Open TanninOne opened 5 years ago
I can reproduce this too with https://github.com/2bbb/node-abletonlink. It works perfectly fine on macOS, but on Windows crashes with "Module did not self-register."
I think I found a fix, although I don't 100% understand it.
Merge this into your bindings.json
{
"targets": [
{
"conditions": [
[
'OS=="win"',
{
"libraries": [
"-DelayLoad:node.exe"
],
So essentially adding the linker flag "/DelayLoad:node.exe".
This apparently allows electron.exe to take the place of node.exe when the native library loads symbols from it. Why I don't have to do that for all the other native libraries I have no clue.
Thanks so much @TanninOne, this workaround worked!
Another related thing I just found out and still don't fully understand: I was getting crashes when using c++ streams in a nbind extension running in electron.
After quite a bit of bumbling about what seems to be causing it is that the c++ runtime functions are now also delay loaded and for reasons I don't know it seems to try and load those function from the electron.exe instead of the proper runtime dlls.
Only solution I have so far is forcing the runtime to be linked statically.
The operating system is Windows 10 I have a project that heavily relies on native libraries, some are based on nbind others use nan directly. On electron 2 and 3 they all work, on electron 4 (tested 4.1.3) I can't get the nbind-based modules to load.

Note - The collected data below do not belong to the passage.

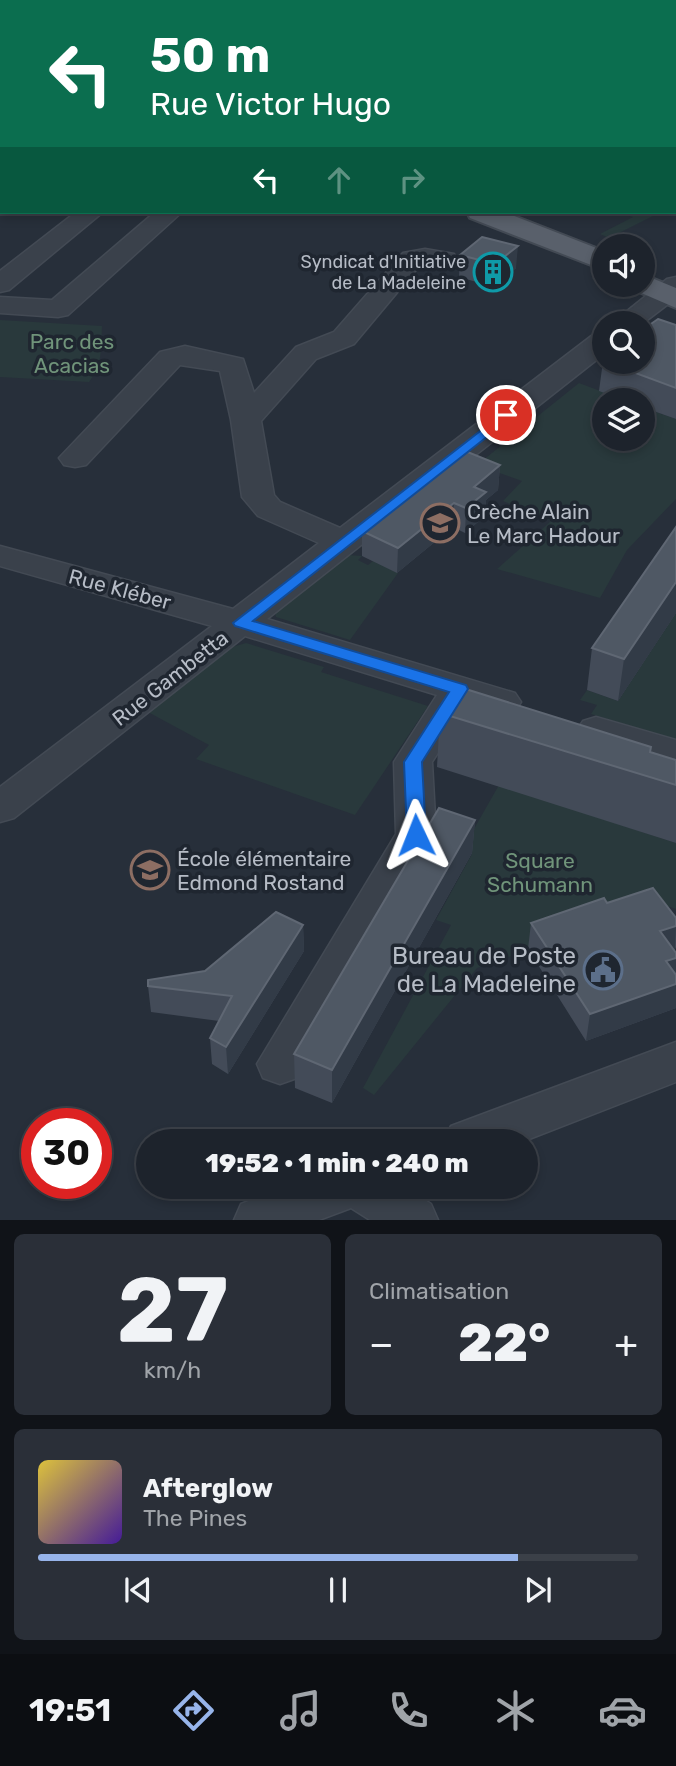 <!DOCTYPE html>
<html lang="fr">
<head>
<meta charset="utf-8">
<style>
  body { margin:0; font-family:Rubik,sans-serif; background:#2a2f38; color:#f1f3f6; height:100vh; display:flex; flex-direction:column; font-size:26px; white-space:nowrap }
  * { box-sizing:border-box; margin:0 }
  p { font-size:23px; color:#a0a4a9 }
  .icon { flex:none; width:38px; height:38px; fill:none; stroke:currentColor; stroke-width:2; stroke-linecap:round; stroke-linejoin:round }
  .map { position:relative; height:1220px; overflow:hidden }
  .details { display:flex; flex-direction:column; gap:14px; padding:14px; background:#101318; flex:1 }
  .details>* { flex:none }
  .hud { position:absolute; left:0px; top:0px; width:677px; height:214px; box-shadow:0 4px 10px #0003,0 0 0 2px #3b4048; background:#0b6e4f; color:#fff; overflow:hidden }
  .tools { position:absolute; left:592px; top:234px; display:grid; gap:14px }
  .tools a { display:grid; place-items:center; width:63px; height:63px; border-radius:50%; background:#1d232c; box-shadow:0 4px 10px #0003,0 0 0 2px #3b4048; font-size:35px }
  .speed { position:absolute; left:21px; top:1108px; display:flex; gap:14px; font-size:35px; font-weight:700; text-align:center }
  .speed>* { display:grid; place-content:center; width:91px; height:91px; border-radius:50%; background:#1d232c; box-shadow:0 4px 10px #0003,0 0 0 2px #3b4048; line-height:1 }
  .speed .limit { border:10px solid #d22; background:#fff; color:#111 }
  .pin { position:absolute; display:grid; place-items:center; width:60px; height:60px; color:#fff; margin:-30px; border:4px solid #fff; border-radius:50%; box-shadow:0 2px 7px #0007 }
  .me { position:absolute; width:77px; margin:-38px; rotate:358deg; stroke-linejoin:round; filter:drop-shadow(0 0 5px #0008) }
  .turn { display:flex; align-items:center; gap:24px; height:147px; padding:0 35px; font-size:32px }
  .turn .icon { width:91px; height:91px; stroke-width:2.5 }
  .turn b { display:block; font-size:49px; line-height:60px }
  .lanes { display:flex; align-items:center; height:66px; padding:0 35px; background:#0003; justify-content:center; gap:35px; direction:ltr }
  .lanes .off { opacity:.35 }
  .big { font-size:52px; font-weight:800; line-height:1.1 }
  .details .tile { flex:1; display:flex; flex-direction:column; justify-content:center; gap:10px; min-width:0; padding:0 24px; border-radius:10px; background:#2a2f38 }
  .details .dial { align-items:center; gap:0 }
  .dial b { font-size:91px; line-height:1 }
  .song { display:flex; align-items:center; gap:21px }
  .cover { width:84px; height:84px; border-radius:10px; background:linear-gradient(135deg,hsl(50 70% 55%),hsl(260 70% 35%)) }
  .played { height:7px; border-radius:4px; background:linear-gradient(90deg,#97b4ea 80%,#3b4048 80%) }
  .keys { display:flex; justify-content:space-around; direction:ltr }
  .heat { display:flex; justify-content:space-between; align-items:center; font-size:38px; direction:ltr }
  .details .tiles { flex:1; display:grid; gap:14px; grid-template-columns:1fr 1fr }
  .tile:last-child { grid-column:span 2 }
  .trip { position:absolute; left:136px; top:1129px; width:402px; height:70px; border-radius:35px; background:#1d232c; box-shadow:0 4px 10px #0003,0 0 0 2px #3b4048; font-weight:800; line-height:70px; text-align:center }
  .dock { display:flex; height:112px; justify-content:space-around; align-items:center; background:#0c0e12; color:#a0a4a9 }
  .dock .icon { width:49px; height:49px }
  .dock .current { color:#97b4ea }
  .dock b { font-size:32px; color:#f1f3f6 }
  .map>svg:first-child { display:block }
</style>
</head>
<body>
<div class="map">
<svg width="676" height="1220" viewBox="0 0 676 1220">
  <rect width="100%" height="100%" fill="#272f3a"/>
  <path fill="#29393c" d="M 617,212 L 661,212 L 609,238 L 600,234 L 633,217 Z
    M 0,320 L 102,326 C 101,347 103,365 89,382 L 0,377 Z
    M 579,383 L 627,401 L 604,401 L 604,439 L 642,439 L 642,407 L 676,419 L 676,499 L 627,550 L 600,598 L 497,569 L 551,521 L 503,501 L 522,481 L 477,465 Z
    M 348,555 L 362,556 L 358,560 L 368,565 L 373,561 L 398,573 L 350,640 L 276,617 L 275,612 Z
    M 676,613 L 676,740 L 591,714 L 597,705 L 580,700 L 587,690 L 618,701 Z
    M 246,643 L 324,667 L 321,672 L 428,706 L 355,815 L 196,759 L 209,745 L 148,712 L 232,647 Z
    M 499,785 L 676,843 L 676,909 L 661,904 L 477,968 L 374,1095 L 363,1088 L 451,925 L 436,920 L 472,854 L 462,850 Z"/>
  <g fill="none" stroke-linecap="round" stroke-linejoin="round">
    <defs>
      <path id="minor" d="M 104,0 L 128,0 L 103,2 Z
        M 365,0 L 387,0 L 364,2 Z
        M 592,0 L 614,0 L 615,2 L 594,2 Z
        M 0,193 L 2,193 L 0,209 Z
        M 76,212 L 103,212 L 9,290 L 0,292 L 0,271 Z
        M 155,212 L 182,212 L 68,315 L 58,317 L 0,313 L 0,297 L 52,300 Z
        M 425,249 L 454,254 L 458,260 L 454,266 L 445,268 L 420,265 L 354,344 L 316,359 L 261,421 L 274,495 L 280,502 L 340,528 L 594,334 L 604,332 L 604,354 L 267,619 L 515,693 L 521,702 L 515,711 L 502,715 L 469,705 L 432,762 L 436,835 L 297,1078 L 280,1084 L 263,1078 L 257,1064 L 396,834 L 394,762 L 437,695 L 245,636 L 14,818 L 0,822 L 0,787 L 212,626 L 0,566 L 0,546 L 233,609 L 319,543 L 258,516 L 242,497 L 231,420 L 220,371 L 180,365 L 86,465 L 75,467 L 64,465 L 59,458 L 160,352 L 185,346 L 243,359 L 254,393 L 296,347 L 334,332 L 403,253 Z
        M 676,277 L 676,298 L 642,324 L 611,324 L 667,279 Z
        M 596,717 L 676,740 L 676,767 L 583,739 L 577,730 L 583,721 Z
        M 676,1042 L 676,1082 L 524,1141 L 444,1141 L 451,1126 Z
        M 287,1186 L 404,1186 L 431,1204 L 438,1220 L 370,1220 L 351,1208 L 319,1220 L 234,1220 L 241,1204 Z"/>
      <path id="major" d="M 0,12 L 2,13 L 2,26 L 0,26 Z
        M 467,212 L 504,212 L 604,251 L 604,270 L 470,218 Z
        M 642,274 L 676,288 L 676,308 L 632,289 L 629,285 L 642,285 Z"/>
    </defs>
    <use href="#minor" stroke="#434a54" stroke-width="3"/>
    <use href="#major" stroke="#434a54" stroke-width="4"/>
    <use href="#minor" fill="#3a414b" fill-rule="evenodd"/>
    <use href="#major" fill="#59606b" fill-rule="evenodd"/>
  </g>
  <path fill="#434b58" d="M 460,255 L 516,268 L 494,287 L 459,277 Z
    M 676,325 L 676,419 L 642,407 L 642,401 L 626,401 L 599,391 L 603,361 L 604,361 L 604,362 L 642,362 L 648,326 Z
    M 500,465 L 498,490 L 486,500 L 485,516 L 465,533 L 453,527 L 397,573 L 362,556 L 362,531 Z
    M 676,527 L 676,613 L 618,701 L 587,690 L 592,648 Z
    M 440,713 L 651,747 L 650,752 L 676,760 L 676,843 L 437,767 Z
    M 475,820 L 472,853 L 332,1103 L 295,1088 L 294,1054 Z
    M 607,903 L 676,918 L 676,947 L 674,951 L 676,953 L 676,1008 L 586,1041 L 528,949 L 531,923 Z
    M 303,925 L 304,951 L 228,1074 L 212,1064 L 210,1038 L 219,1021 L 151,1012 L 148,986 L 205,971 Z"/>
  <path fill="#323b47" d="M 518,246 L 516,268 L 494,287 L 495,264 Z
    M 500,465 L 498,490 L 486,500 L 485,516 L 465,533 L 466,508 L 474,487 Z
    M 454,503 L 453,527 L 397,573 L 398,548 Z
    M 676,582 L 676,613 L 618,701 L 624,659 Z
    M 475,820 L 472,853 L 332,1103 L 332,1070 Z
    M 303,925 L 304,951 L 228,1074 L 226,1047 Z
    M 676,926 L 675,950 L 656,957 L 660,931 Z
    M 676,958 L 676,970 L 673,983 L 666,961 Z
    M 676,984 L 676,1008 L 586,1041 L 590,1014 Z"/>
  <path fill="#4f5864" stroke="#5f6773" stroke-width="2" d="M 203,0 L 270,0 L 275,2 L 201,2 Z
    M 482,237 L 518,246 L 495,264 L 460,255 Z
    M 658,319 L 676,325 L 676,388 L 606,362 L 642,362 L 642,326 L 644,325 L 648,326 Z
    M 465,451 L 500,465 L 474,487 L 486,492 L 466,508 L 454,503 L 398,548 L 362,531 Z
    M 676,527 L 676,582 L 624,659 L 592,648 Z
    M 456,686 L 651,747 L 650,752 L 676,760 L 676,785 L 440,713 Z
    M 439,808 L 475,820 L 332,1070 L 294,1054 Z
    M 653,888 L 676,918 L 676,926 L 660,931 L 676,953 L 676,958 L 666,961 L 676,975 L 676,984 L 590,1014 L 531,923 L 604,898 L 607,903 Z
    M 276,912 L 303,925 L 226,1047 L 210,1038 L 232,996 L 148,986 L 148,980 L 205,971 Z"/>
  <path fill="#1a73e8" stroke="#114b97" stroke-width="2" d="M 506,411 L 511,412 L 511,418 L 253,621 L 466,685 L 468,689 L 422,762 L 426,835 L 423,840 L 410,840 L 407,835 L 404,762 L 449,692 L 235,626 L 233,623 Z"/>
  <defs>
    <symbol id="building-ring" viewBox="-11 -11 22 22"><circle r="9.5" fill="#1f2630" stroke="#0f9aa8" stroke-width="1.5"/><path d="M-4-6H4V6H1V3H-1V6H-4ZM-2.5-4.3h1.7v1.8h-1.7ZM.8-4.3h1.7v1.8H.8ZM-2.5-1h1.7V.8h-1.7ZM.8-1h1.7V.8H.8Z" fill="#0f9aa8"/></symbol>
    <symbol id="school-ring" viewBox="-11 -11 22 22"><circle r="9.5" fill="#1f2630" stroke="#8d6e63" stroke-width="1.5"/><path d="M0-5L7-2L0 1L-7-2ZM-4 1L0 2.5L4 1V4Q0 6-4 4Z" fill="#8d6e63"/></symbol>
    <symbol id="civic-ring" viewBox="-11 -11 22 22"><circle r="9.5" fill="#1f2630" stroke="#5c6f8a" stroke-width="1.5"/><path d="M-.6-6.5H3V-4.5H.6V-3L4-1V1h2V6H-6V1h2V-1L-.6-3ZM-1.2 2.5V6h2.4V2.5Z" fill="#5c6f8a"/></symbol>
  </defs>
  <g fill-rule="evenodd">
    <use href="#building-ring" x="471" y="250" width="44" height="44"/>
    <use href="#school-ring" x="418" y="501" width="44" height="44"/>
    <use href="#school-ring" x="128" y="848" width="44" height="44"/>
    <use href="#civic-ring" x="581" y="948" width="44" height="44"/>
  </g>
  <g text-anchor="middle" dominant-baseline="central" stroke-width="7" stroke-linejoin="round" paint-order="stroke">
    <g font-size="18" fill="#b6bcc6" stroke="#1f2630" text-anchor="end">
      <text x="466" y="262">Syndicat d'Initiative<tspan x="466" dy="21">de La Madeleine</tspan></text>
    </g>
    <g font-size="21" fill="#70947a" stroke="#1f2630">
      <text x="72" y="341">Parc des<tspan x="72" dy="24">Acacias</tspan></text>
      <text x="540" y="860">Square<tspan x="540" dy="24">Schumann</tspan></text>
    </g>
    <g font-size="21" fill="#b6bcc6" stroke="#1f2630" text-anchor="start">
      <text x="467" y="511">Crèche Alain<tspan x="467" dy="24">Le Marc Hadour</tspan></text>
      <text x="177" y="858">École élémentaire<tspan x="177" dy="24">Edmond Rostand</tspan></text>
    </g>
    <g font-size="21" fill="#b6bcc6" stroke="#1f2630">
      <text transform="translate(120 589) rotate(15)">Rue Kléber</text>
      <text transform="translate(170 678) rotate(-38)">Rue Gambetta</text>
    </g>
    <g font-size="24" fill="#b6bcc6" stroke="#1f2630" text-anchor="end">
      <text x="576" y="956">Bureau de Poste<tspan x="576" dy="28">de La Madeleine</tspan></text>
    </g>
  </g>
</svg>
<div class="tools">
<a><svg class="icon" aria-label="sound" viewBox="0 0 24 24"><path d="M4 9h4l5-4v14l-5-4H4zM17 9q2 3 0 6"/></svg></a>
<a><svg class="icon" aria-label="search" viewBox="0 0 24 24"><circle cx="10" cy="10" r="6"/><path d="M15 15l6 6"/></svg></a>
<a><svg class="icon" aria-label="layers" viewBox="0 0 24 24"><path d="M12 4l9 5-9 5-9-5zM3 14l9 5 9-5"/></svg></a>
</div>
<div class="speed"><div class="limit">30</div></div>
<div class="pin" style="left:506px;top:415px;background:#d93025"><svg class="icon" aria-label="arrive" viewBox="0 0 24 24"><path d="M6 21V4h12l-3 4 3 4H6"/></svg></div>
<svg class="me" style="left:416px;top:835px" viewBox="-20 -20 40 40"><path d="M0-17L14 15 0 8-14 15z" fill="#1a73e8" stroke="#fff" stroke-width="4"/></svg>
<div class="trip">19:52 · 1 min · 240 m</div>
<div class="hud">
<div class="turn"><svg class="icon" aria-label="left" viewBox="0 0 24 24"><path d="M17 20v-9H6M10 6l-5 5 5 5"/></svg><div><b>50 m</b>Rue Victor Hugo</div></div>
<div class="lanes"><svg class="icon" aria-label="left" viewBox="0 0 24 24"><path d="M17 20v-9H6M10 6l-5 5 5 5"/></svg><svg class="icon off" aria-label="ahead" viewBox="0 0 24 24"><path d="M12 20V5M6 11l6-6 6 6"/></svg><svg class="icon off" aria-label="right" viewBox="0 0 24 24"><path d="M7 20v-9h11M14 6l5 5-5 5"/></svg></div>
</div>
</div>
<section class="details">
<div class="tiles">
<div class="tile dial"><b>27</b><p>km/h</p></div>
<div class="tile"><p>Climatisation</p>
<div class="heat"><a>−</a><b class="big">22°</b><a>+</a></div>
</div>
<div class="tile">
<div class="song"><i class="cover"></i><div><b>Afterglow</b><p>The Pines</p></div></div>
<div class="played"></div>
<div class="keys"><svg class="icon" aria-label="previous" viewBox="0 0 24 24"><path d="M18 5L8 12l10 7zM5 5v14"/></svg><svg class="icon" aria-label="pause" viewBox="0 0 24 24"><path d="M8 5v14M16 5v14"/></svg><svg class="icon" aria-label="next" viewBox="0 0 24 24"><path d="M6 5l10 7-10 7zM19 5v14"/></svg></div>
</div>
</div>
</section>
<nav class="dock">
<b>19:51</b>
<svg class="icon current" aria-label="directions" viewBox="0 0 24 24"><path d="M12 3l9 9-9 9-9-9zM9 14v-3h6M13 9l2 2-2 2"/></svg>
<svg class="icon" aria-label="music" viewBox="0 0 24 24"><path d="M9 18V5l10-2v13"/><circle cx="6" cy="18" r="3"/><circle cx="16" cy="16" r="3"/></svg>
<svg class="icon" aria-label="phone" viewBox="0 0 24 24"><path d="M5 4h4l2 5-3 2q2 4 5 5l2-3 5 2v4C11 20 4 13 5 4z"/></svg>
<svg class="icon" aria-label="climate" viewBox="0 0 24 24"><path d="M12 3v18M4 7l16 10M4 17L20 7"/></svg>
<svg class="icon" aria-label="car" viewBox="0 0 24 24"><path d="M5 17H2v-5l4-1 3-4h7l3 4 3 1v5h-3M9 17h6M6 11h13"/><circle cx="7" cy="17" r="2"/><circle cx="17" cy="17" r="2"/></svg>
</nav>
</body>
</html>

When I try to load nbind-based native modules they all produce an error message, either "Module did not self-register." or "The specified procedure could not be found." I've debugged the second one and the error message from the api is "entry point not found".
Now I have a bit of an idea what's the trigger for this problem because starting with electron 4 they don't ship node.dll any more, that functionality is now apparently statically linked into electron.exe. Still, with the same build settings I got all the non-nbind modules to load correctly so I was wondering in how far nbind might be playing into this.